2022-2023 Catalog

CSLC 295 Topics in Comparative Studies in Literature and Culture

Topics vary semester to semester. Specific topics may satisfy different Core Program requirements.

Inscribed Landscape: Nature and Travel in Chinese Literature

This course will lead students into the world of the Chinese cultural landscape through the lens of literature. We are going to conduct virtual travel to the mountains and waters in China by reading the masterpieces of Chinese landscape and travel writings. We will study the symbolic language that Chinese writers employed to describe their experiences of the natural landscape and their constructions of the cultural landscape. In a broader sense, the focus of this course stems from the interest in cultural geography in the Chinese context. The majority of the course content is on the pre-1800 period.
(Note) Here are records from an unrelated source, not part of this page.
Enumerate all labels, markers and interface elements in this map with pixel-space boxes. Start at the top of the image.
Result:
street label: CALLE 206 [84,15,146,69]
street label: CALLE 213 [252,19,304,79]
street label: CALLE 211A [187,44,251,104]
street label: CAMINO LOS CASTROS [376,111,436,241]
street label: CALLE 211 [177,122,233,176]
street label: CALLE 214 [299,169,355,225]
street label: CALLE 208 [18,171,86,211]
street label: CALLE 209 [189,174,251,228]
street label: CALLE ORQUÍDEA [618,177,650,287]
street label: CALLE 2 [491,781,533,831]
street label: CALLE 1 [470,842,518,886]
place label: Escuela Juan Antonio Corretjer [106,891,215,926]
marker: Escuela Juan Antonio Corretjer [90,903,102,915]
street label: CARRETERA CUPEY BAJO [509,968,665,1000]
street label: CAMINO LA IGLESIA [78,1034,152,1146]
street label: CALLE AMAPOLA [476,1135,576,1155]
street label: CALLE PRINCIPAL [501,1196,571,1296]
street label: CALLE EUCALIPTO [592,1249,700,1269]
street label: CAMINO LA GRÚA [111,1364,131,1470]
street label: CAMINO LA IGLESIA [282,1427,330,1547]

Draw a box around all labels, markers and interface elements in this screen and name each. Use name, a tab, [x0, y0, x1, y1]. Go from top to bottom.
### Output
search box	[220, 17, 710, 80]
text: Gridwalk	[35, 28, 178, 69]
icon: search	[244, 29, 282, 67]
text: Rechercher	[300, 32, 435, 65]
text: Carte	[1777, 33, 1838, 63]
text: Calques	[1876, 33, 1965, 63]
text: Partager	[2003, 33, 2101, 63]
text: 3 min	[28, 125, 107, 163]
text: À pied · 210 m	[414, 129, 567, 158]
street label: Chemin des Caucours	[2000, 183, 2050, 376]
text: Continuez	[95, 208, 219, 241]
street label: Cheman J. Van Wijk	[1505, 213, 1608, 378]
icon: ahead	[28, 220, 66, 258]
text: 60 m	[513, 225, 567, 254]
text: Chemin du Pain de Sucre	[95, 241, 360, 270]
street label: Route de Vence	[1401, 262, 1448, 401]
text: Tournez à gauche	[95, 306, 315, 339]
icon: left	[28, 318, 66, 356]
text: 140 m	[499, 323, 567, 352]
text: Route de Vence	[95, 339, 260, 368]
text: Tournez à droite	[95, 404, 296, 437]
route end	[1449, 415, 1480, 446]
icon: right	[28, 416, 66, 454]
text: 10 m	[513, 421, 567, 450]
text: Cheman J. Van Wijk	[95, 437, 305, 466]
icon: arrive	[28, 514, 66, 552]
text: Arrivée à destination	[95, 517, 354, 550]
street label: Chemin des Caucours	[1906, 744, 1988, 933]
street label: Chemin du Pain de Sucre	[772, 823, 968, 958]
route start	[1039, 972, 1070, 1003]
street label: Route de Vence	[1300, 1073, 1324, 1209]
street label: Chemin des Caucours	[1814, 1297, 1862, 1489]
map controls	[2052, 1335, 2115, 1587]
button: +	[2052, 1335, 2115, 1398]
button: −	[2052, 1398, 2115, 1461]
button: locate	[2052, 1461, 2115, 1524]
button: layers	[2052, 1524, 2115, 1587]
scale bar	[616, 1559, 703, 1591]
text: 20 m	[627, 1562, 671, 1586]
In addition to analyzing literary texts through close reading, this course will introduce students to the ArcGIS system, a digital tool widely used in geohumanities research to view, edit, and analyze geographic data. Students will enjoy the opportunity to create a project using StoryMaps to illustrate their vision of a cultural place. Classes follow a lecture-discussion format. Students are expected to finish assigned readings in advance and actively participate in class discussions. No knowledge of the Chinese language or history is required (or assumed) for this literature-in-translation course.

Cultural Appreciation and/or Appropriation through the Lens of Asian Cinema

At its core, this course is an attempt to investigate, analyze, and ultimately comprehend the concept of cultural appropriation, in particular through an East Asian context. With a history of imperialism, be it Western or Japanese, in the 19th and 20th centuries, the topic of cultural appropriation is controversial and complicated, whether it is Katy Perry performing wearing a kimono at the American Music Awards or Chinese-Taiwanese-American chef Eddie Huang and his embrace (appropriation?) of African-American black culture. Prior to the actual viewing and analyzing of films, a comprehensive, albeit limited, survey of theoretical works will be conducted; works including but not limited to Richard Rogers’ “From Cultural Exchange to Transculturation: A Review and Reconceptualization of Cultural Appropriation,” Baris Buyukokutan’s “Toward a Theory of Cultural Appropriation,” and Lisa Nakamura’s concept of “identity tourism.” Some of the pairings to be analyzed are: William Shakespeare’s King Lear and Akira Kurosawa’s Ran; Clint Eastwood’s Unforgiven (1992) and Lee Sang-il’s Japanese Western Yuzusazarumono (2013).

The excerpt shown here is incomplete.